The gpsubmake utility is able to create the required substructure file. The required command line is
../bin/gpsubmake -named ../lesson5/2379
This generates the file lesson5/2379.sub_named, which you might like to compare and contrast with lesson5/2379.cos.migm.
This file can also be processed in the same way as before using the following two commands:
../bin/automata lesson5/2379 -cos sub_named -detect_finite_index -no_h
Examining the presentation of the subgroup lesson5/2379.sub_named.rws makes it clear that several of the generators do commute with each other. In such cases it is often worth experimenting with
"recursive" word-ordering. So we copy lesson5/2379.sub_named.rws.simplify to lesson5/2379_i504 and change the word-ordering to
"recursive". Perhaps surprisingly, automata can process the new input file almost instantly. Examining the output file lesson5/2379_i504.kbprog should lead you to suspect that the group only fails to be abelian because c and e do not commute, and adding
[e*c,c*e] as an axiom will quickly confirm this. So we create a new input file for this group lesson5/2379_i504y, adding a new pair of generators
y,Y and an axiom
[y,c*e*C*E]. Once again MAF can process this file very quickly, and it tells us that y is in fact an involution.
It is now not too difficult to create a new input file lesson5/2379_recursive, which uses the subgroup generators as additional generators. In principle this only needs to include the definitions of the new generators. However, for the file to be processed quickly it is necessary to add all the axioms from lesson5/2379_i504y.
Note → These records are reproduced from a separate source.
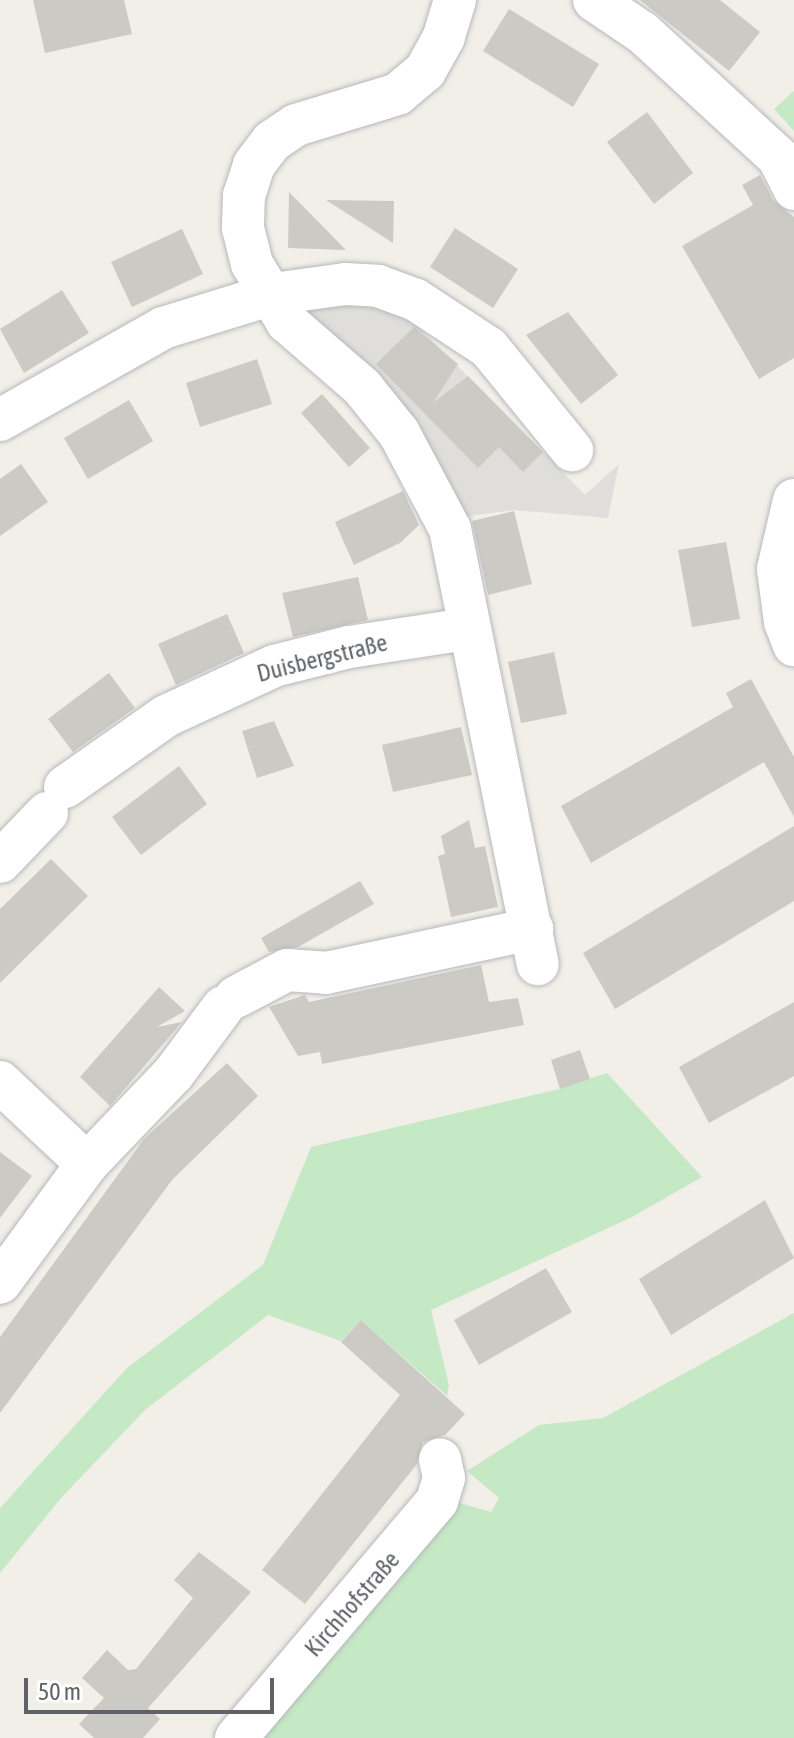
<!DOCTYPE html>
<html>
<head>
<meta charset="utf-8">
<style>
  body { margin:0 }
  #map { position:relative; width:794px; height:1738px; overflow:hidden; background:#f1efe8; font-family:"Asap Condensed",sans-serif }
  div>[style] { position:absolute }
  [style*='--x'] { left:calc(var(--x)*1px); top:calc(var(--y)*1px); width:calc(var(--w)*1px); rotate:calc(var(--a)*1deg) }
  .industrial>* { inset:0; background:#e0deda }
  .green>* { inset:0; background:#c5e8c5 }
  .building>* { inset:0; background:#cccac5 }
  .roads { filter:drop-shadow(0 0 2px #b5b8bc) drop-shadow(0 0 2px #b5b8bc) }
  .minor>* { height:42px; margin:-21px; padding:0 21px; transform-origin:21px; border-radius:21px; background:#fff }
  span { translate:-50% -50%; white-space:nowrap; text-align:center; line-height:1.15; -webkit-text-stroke:8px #fff; paint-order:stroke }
  .street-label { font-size:24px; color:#5f6368 }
  .scale { position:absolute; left:24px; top:1678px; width:250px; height:36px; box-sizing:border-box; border:4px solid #5f6368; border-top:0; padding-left:10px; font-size:24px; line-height:28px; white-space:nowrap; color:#5f6368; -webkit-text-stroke:6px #fff; paint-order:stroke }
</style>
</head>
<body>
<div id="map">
  <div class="industrial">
    <i style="clip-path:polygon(374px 298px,417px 325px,585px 495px,619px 464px,608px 518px,514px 510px,461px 517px,306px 319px,304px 303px)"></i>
  </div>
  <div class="green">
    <i style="clip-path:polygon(794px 91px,794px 131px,774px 109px)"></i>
    <i style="clip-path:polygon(607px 1073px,702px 1177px,632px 1217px,431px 1310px,449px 1385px,447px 1396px,361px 1320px,341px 1341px,268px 1315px,145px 1410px,61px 1498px,0 1573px,0 1508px,127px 1368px,263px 1265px,311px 1147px,559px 1089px)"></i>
    <i style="clip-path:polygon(794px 1313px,794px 1738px,259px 1738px,456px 1502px,491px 1512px,499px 1498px,467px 1471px,539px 1425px,603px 1418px)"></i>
  </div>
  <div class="building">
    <i style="clip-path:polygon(33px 0,124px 0,132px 34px,45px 53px)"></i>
    <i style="clip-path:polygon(640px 0,720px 0,760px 32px,729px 71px)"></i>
    <i style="clip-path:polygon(509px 9px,599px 64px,573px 107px,483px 51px)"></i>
    <i style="clip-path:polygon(647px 112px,693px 173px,654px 204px,607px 142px)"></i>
    <i style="clip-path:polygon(760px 175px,773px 200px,794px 217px,794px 358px,759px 379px,682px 246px,753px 205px,742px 185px)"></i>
    <i style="clip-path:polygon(289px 192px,346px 250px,288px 248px)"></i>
    <i style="clip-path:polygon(326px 200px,394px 201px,393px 243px)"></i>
    <i style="clip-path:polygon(455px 228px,518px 269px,493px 308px,430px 267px)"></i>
    <i style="clip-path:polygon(182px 229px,203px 274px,132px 307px,111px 262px)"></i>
    <i style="clip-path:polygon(62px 290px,89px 333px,24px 373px,0 329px)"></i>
    <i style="clip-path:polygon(568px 312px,618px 375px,581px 404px,526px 335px)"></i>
    <i style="clip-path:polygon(414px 327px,458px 364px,433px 403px,468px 376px,543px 452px,523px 472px,499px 447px,478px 468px,376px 364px)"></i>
    <i style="clip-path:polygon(257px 359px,272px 404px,200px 427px,186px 383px)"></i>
    <i style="clip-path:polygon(322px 394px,370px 448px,349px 467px,301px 413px)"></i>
    <i style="clip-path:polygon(129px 400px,153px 441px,88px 479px,64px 438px)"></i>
    <i style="clip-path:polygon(21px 464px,48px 502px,0 536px,0 479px)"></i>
    <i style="clip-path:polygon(403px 491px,419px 525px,400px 543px,354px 565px,335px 522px)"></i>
    <i style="clip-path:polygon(514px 511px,532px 584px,488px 595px,472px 521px)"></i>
    <i style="clip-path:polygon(726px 542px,740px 619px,692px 627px,678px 550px)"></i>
    <i style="clip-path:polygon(358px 577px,368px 620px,293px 637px,282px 593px)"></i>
    <i style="clip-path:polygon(227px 614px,244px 653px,176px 685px,158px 644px)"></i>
    <i style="clip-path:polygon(554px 652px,567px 714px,521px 723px,508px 662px)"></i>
    <i style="clip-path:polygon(109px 673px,135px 708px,73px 752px,48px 719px)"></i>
    <i style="clip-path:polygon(751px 679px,794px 757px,794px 817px,764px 762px,591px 863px,561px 806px,733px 707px,726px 693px)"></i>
    <i style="clip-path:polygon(274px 721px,294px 766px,257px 778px,242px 731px)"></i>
    <i style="clip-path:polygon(461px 727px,472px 775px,393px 792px,382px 745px)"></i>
    <i style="clip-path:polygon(179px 766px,207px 804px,141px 855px,112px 817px)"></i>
    <i style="clip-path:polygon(469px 820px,475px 848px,485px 846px,498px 907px,451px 917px,438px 856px,445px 854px,441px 836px)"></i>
    <i style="clip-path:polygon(794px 826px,794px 901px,615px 1009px,583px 953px)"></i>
    <i style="clip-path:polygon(51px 859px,88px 896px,0 983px,0 909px)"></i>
    <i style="clip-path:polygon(360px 881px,374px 904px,298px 947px,269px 952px,261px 938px)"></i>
    <i style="clip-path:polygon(481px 965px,489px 1002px,518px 998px,524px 1025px,322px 1064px,320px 1052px,298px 1056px,269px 1007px,305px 995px,309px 1002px)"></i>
    <i style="clip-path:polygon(159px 987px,185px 1011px,157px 1027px,182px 1022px,110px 1106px,80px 1077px)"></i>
    <i style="clip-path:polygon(794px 1002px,794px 1076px,709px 1123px,679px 1067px)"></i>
    <i style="clip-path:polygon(580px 1050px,590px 1079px,560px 1089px,551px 1060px)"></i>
    <i style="clip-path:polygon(227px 1063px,258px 1096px,172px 1180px,0 1413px,0 1337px,144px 1139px)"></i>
    <i style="clip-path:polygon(0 1152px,32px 1176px,0 1218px)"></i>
    <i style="clip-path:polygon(765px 1200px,794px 1258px,671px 1335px,639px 1279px)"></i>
    <i style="clip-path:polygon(546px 1268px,572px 1312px,479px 1365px,454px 1320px)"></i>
    <i style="clip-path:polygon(361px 1320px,465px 1414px,445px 1435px,423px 1442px,417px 1464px,305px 1604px,262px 1570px,400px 1395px,341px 1342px)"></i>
    <i style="clip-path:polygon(199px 1552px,251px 1592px,148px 1708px,160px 1719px,143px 1738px,94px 1738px,79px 1724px,104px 1698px,82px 1678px,107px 1650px,128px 1670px,136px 1669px,193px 1598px,174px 1580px)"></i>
  </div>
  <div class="roads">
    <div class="minor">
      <i style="--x:455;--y:0;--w:39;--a:107"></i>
      <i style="--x:444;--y:37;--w:39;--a:119"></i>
      <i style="--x:425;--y:71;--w:35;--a:140"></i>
      <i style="--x:398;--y:94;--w:107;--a:163.1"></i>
      <i style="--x:296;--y:125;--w:29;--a:146"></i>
      <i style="--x:272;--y:141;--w:30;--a:127"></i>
      <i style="--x:254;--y:165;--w:32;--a:108"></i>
      <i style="--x:244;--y:195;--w:33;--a:92"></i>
      <i style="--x:243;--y:228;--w:37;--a:76"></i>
      <i style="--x:252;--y:264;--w:68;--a:58.9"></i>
      <i style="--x:287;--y:322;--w:99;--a:40.9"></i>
      <i style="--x:362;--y:387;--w:59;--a:51.2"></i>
      <i style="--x:399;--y:433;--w:109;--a:62"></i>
      <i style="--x:450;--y:529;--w:444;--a:78.6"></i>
      <i style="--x:594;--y:0;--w:59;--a:34"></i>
      <i style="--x:643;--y:33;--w:183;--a:42.6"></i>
      <i style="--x:778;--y:157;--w:36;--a:63"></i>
      <i style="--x:0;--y:420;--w:187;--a:-29.4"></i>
      <i style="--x:163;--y:328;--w:115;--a:-17.2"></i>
      <i style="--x:273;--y:294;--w:73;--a:-7.9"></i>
      <i style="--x:345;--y:284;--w:33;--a:3"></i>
      <i style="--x:378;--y:286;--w:40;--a:20.2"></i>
      <i style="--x:416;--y:300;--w:87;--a:33.3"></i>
      <i style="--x:489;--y:348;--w:132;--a:50.9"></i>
      <i style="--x:794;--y:500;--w:71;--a:103.1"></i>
      <i style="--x:778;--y:569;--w:53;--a:82.5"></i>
      <i style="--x:785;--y:622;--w:25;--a:69"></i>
      <i style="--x:65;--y:787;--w:123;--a:-35.1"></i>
      <i style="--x:166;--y:716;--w:119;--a:-24.8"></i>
      <i style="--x:274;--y:666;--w:77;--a:-14.2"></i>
      <i style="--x:349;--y:647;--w:118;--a:-8.7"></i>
      <i style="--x:0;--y:862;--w:68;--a:-46.2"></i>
      <i style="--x:236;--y:997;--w:58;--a:-27.9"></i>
      <i style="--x:287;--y:970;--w:39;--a:4"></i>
      <i style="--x:326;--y:973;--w:211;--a:-12.1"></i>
      <i style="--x:0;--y:1082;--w:120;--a:43.3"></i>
      <i style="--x:87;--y:1164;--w:147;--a:126.2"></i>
      <i style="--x:87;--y:1164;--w:126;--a:-46.3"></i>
      <i style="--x:174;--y:1073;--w:82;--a:-53.4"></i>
      <i style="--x:236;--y:1738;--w:311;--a:-49.7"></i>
      <i style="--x:437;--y:1501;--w:24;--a:-73"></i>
      <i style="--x:444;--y:1478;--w:19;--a:-102"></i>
    </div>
  </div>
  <div class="street-label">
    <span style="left:322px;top:658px;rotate:-14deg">Duisbergstraße</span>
    <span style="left:352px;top:1604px;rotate:-49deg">Kirchhofstraße</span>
  </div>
  <div class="scale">50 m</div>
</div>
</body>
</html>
In fact this input file is finely poised between being very difficult and very easy for MAF: if run with no special options against it automata will use up vast quantities of memory with no sign that it will ever succeed. However, the following command line finds a confluent rewriting system in a few seconds at most:
../bin/automata lesson5/2379_recursive -strategy long -nowd
Examining lesson5/2379_recursive.kbprog it is easy to see that y is central in the whole group, and also that there are numerous free abelian subgroups of rank 2 and rank 3. This shows that the group cannot possibly be word-hyperbolic. It is also easy to see that y generates the derived subgroup of lesson5/2379_i504y, so we have in effect found the derived series of 2379.